** WORK TO COMPLETE **
How many lines below contain the word "labels"? Answer with that number alone.

Stored items
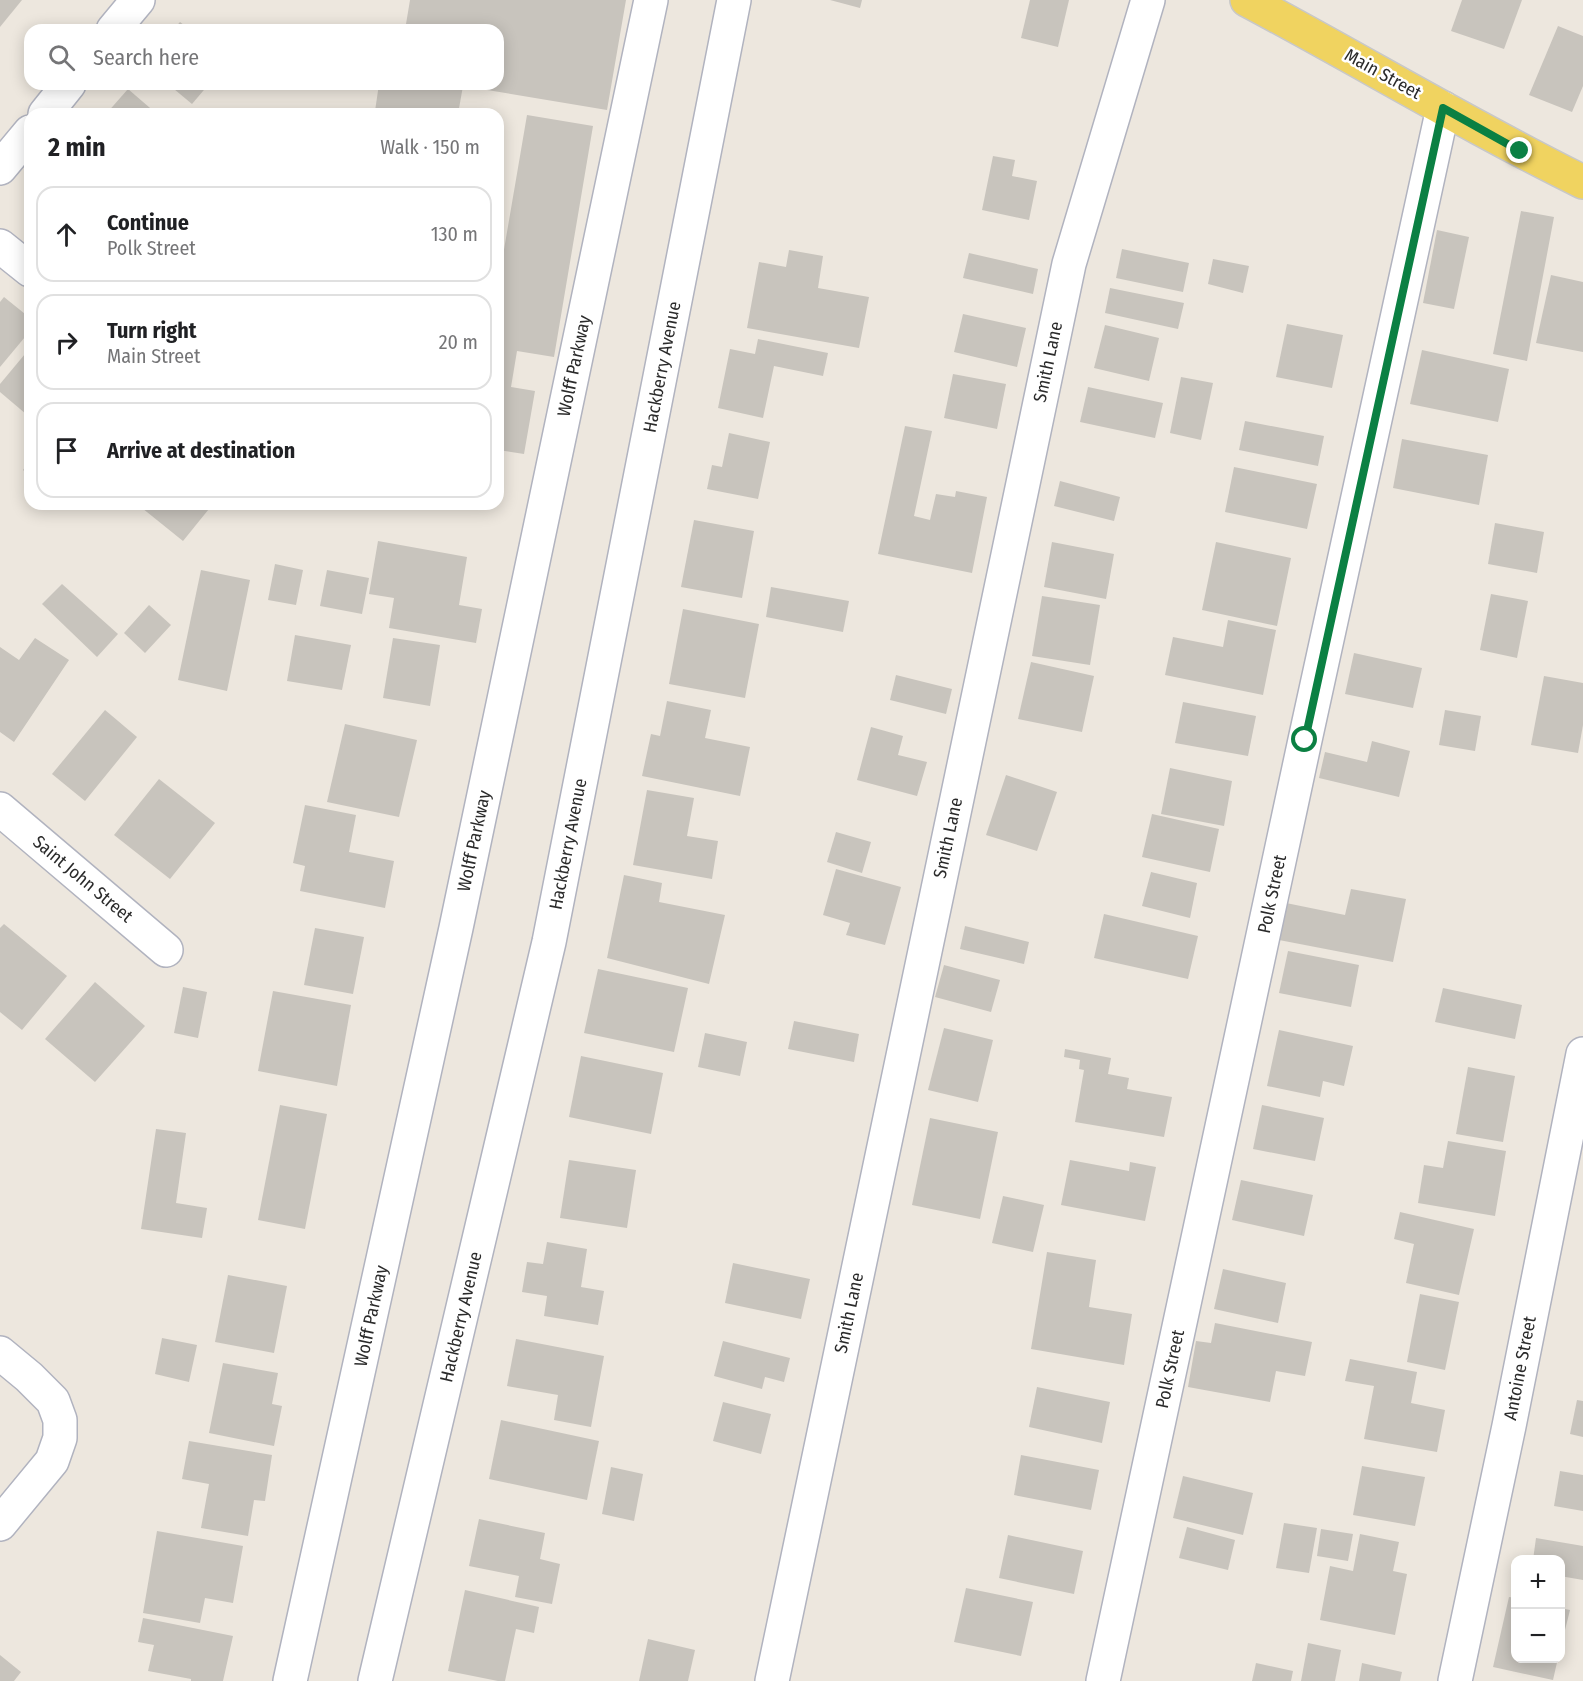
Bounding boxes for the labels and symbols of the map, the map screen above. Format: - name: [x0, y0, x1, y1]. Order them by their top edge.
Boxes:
- street label: Main Street: [1341, 44, 1425, 104]
- route end: [1506, 137, 1532, 163]
- street label: Hackberry Avenue: [638, 299, 686, 434]
- street label: Wolff Parkway: [553, 313, 595, 419]
- street label: Smith Lane: [1029, 320, 1067, 404]
- route start: [1291, 726, 1317, 752]
- street label: Hackberry Avenue: [544, 776, 592, 911]
- street label: Wolff Parkway: [453, 788, 495, 894]
- street label: Smith Lane: [929, 796, 967, 880]
- street label: Saint John Street: [29, 831, 138, 927]
- street label: Polk Street: [1253, 852, 1291, 935]
- street label: Hackberry Avenue: [435, 1250, 487, 1384]
- street label: Wolff Parkway: [350, 1263, 392, 1369]
- street label: Smith Lane: [830, 1271, 868, 1355]
- street label: Antoine Street: [1499, 1314, 1541, 1422]
- street label: Polk Street: [1151, 1327, 1189, 1410]

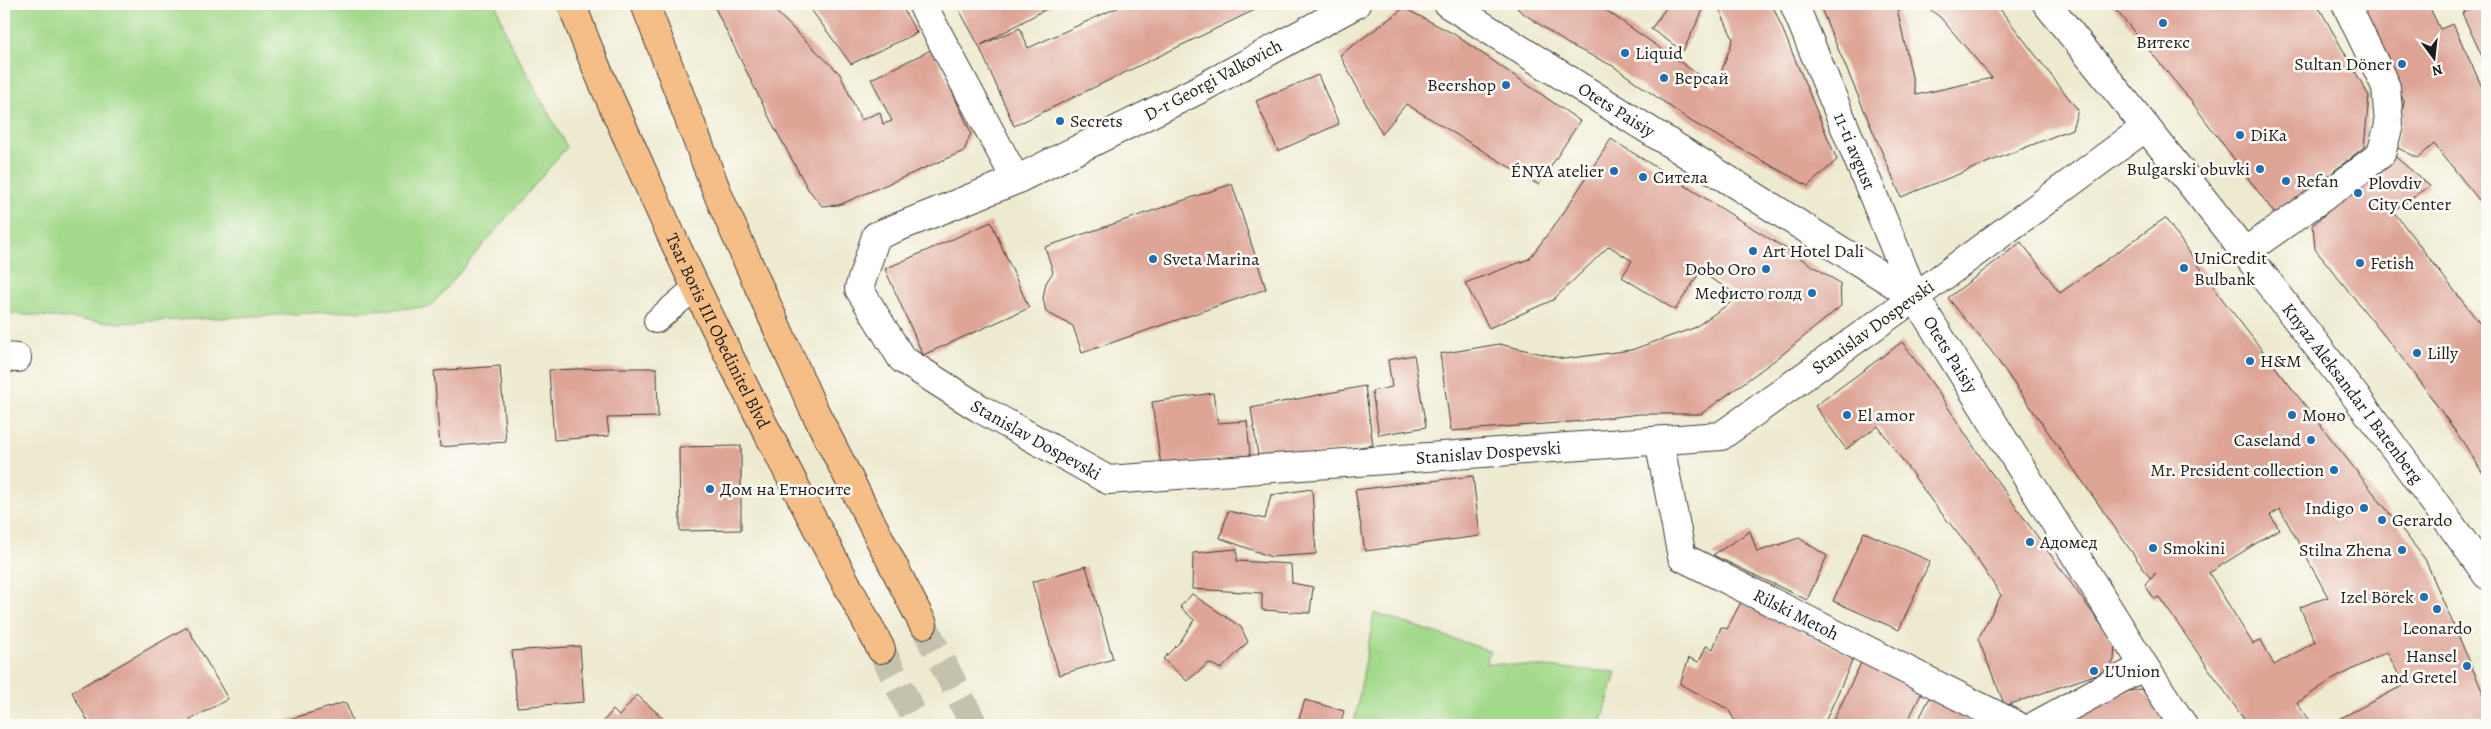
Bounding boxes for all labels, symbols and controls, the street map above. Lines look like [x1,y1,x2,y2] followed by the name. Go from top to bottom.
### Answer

** REPLY **
2